今から、ユウの実力を証明するため、誰かと勝負してもらいたいのですが、立候補者はいますかー!?』
…俺の意思、聞けよ。何故に無断で勝負始めるんだお前。第一、そんな誘いに乗るやついないだろ。みんな普通に酒飲みたいに決まってる。
「「「やりたいです!!」」」
うんごめん、めっちゃいたわ。場の8割は挙手してる。鬼どもに幽香、その辺の天狗。あれ、博麗?お前もなのか?こういう系はあまり好かないかなーと思ってたんだけど。…アリス、そんなにオロオロしなくてよろしい。隣で霧雨がニヤニヤしてるぞー。…何故あの子は俺に対してあそこまでビビってるんだろう。別段過去に何かしたとか、そういうことは無いはずなんだけれど。

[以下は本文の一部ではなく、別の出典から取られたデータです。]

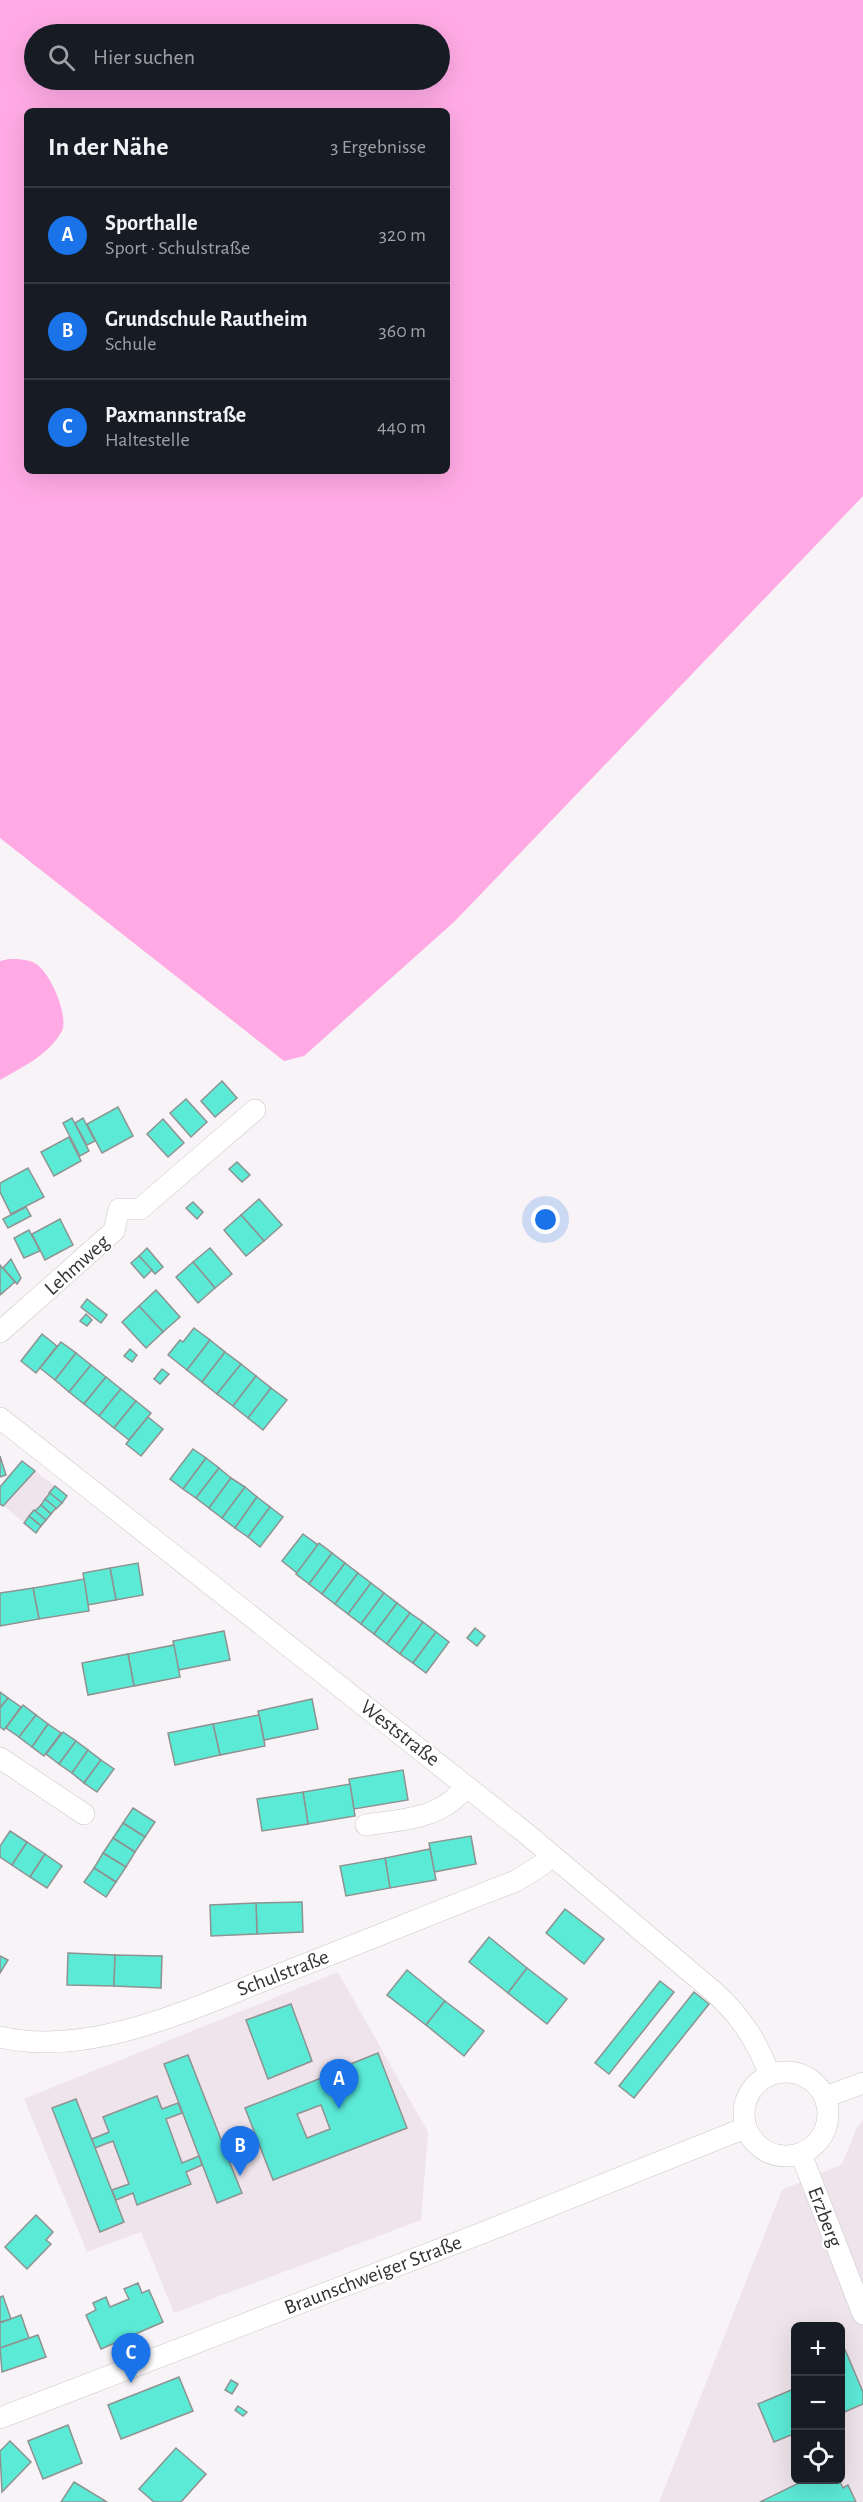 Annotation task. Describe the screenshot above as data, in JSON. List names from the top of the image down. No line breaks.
{"streets":{"street":["Lehmweg","Weststraße","Schulstraße","Erzberg","Braunschweiger Straße"]},"crossings":[["Weststraße","Schulstraße"],["Weststraße","Erzberg"],["Weststraße","Braunschweiger Straße"],["Erzberg","Braunschweiger Straße"]],"page":{"search":"Hier suchen","heading":["In der Nähe","3 Ergebnisse"],"list":[{"mark":"A","name":"Sporthalle","note":"Sport · Schulstraße","value":"320 m"},{"mark":"B","name":"Grundschule Rautheim","note":"Schule","value":"360 m"},{"mark":"C","name":"Paxmannstraße","note":"Haltestelle","value":"440 m"}],"pins":["A","B","C"],"map_buttons":["+","−"]}} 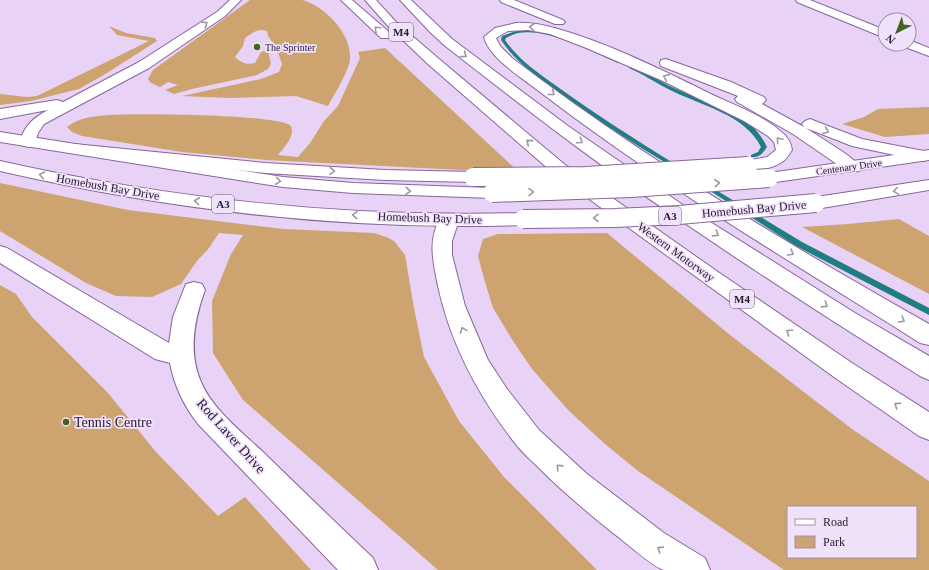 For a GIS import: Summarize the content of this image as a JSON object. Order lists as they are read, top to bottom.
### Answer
{
  "streets": {
    "main road": [
      "M4",
      "Centenary Drive",
      "Homebush Bay Drive",
      "A3",
      "Western Motorway",
      "Rod Laver Drive"
    ]
  },
  "crossings": [
    ["Homebush Bay Drive", "A3"]
  ],
  "places": ["The Sprinter", "Tennis Centre"],
  "legend": ["Road", "Park"],
  "north": "bottom left"
} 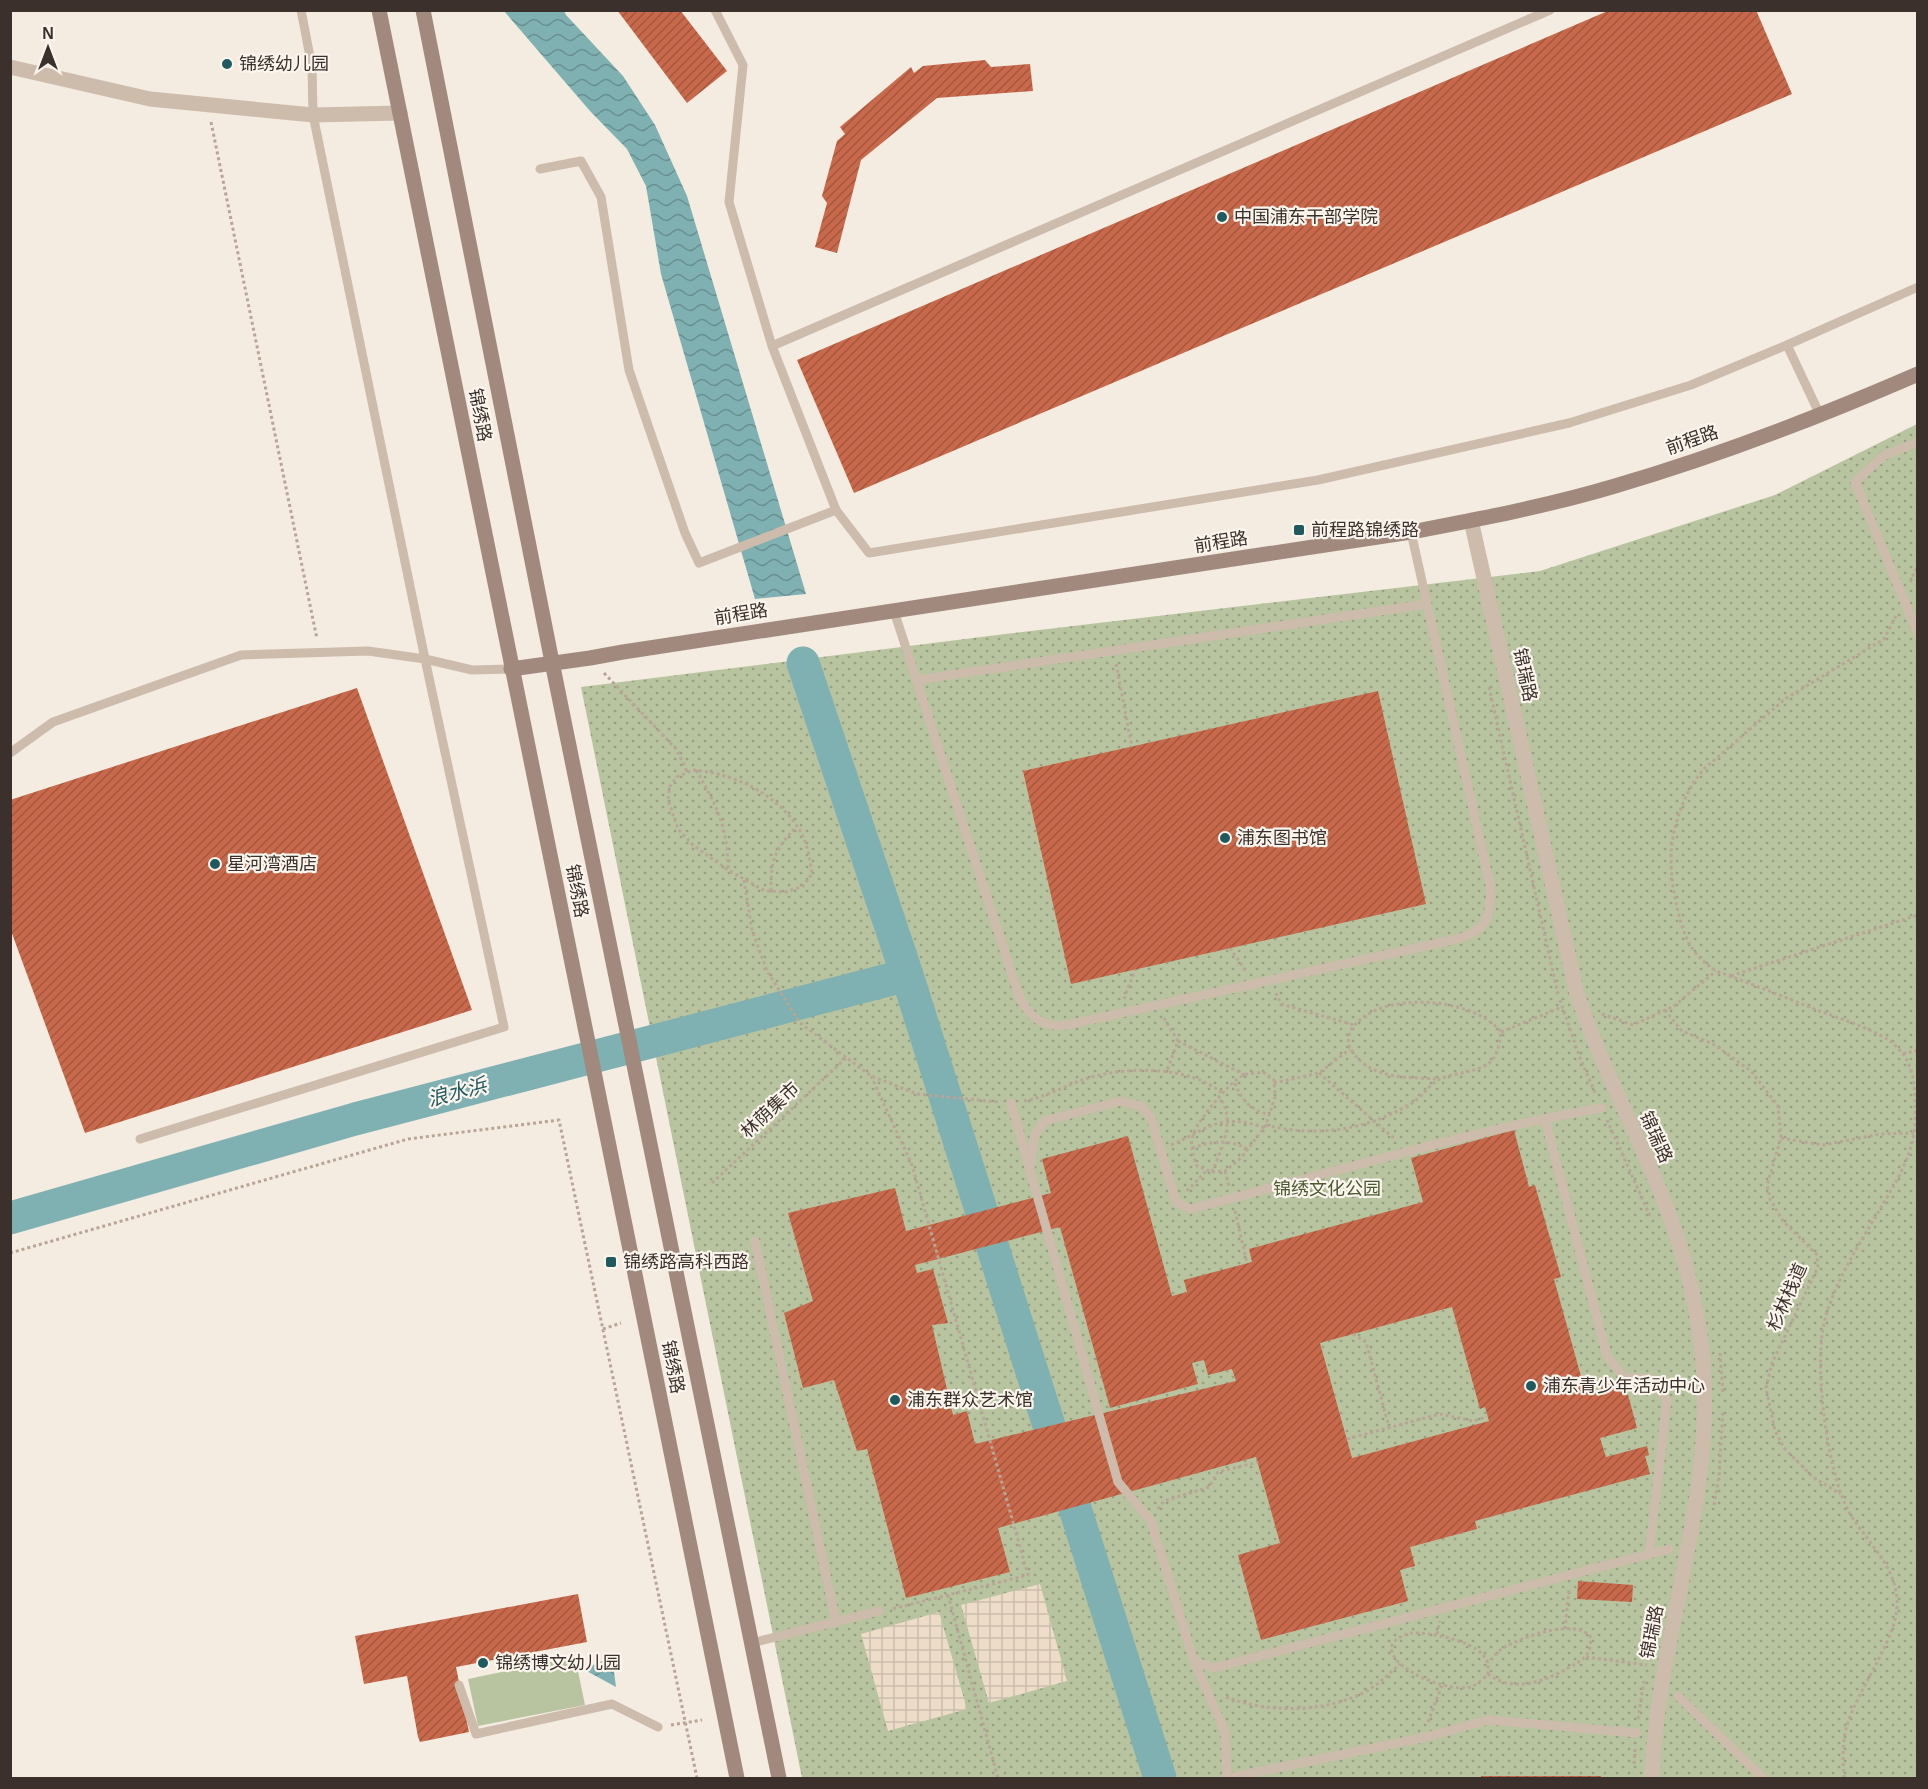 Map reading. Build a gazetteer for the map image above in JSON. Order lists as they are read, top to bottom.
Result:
{
  "streets": {
    "main road": ["锦绣路", "前程路"],
    "street": ["锦瑞路"],
    "path": ["林荫集市", "杉林栈道"]
  },
  "crossings": [
    ["锦绣路", "前程路"],
    ["前程路", "锦瑞路"]
  ],
  "water": ["浪水浜"],
  "parks": ["锦绣文化公园"],
  "places": {
    "other": [
      "锦绣幼儿园",
      "中国浦东干部学院",
      "浦东图书馆",
      "星河湾酒店",
      "浦东青少年活动中心",
      "浦东群众艺术馆",
      "锦绣博文幼儿园"
    ],
    "transit": ["前程路锦绣路", "锦绣路高科西路"]
  },
  "north": "top"
}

『多いですねー!それでは、この中から抽選で2名様にユウとの勝負権をあげたいと思いまーす!それでは皆様、番号の書かれている紙をそちらに送りますので、ご自分の番号をご確認ください!………確認しましたか?それでは、当選番号の発表です!』
…あー、ダメだ。これは、もう断れない流れだ。…仕方ない、天災に遭ったと思って諦めよう。あいつ≒天災みたいなもんだしな。
『当選番号は!
3番、20番です!』
「「よっしゃあああぁぁぁ!!」」
「「「…くそー、仕方ないなぁ」」」
当選者、決定。ちなみに的中率は33分の2。おめでとうございます。…えーと、勇儀に妖精、か。………ん?あれ、なんかあの妖精見覚えあるぞ?紫の地に白い点々が大量に付いてるあのピエロ帽子とか。やたらアメリカン推してくるあの服とか。何かヘカーティアの奴が最近お供にしたとか言って可愛がってた(色々と)ような。
…あ、なんだっけ。……あー。あれだ。
「…グリーンピース」
「No,No!あたい、グリーンピースじゃないよ!」
「…あー、シェダーチーズ?」
「何で!?何でそこでシェダーチーズ!?」
「ヒダリテニタイマーツ?」
「真面目に答える気あります!?確かに持ってますよ!持ってますけれども!」
「…悪い悪い、冗談だよLOVE AND PEACE」
「違っがあああああぁぁぁう!!絶対覚えてるでしょ貴方!?ご主人様の、ヘカーティア様の部下のクラウンピースよ、ク、ラ、ウ、ン、ピ、ー、ス!2度と間違えないためにリピートアフターミープリーズ!はい、クラウンピース!」
「くらぴー」
「シバき倒しますよ!?」
…やはりこいつ、面白すぎる。こう、何というか、何を言っても全力でツッコんでくれるやつって凄い珍しいと思う。こいつはその希少な例。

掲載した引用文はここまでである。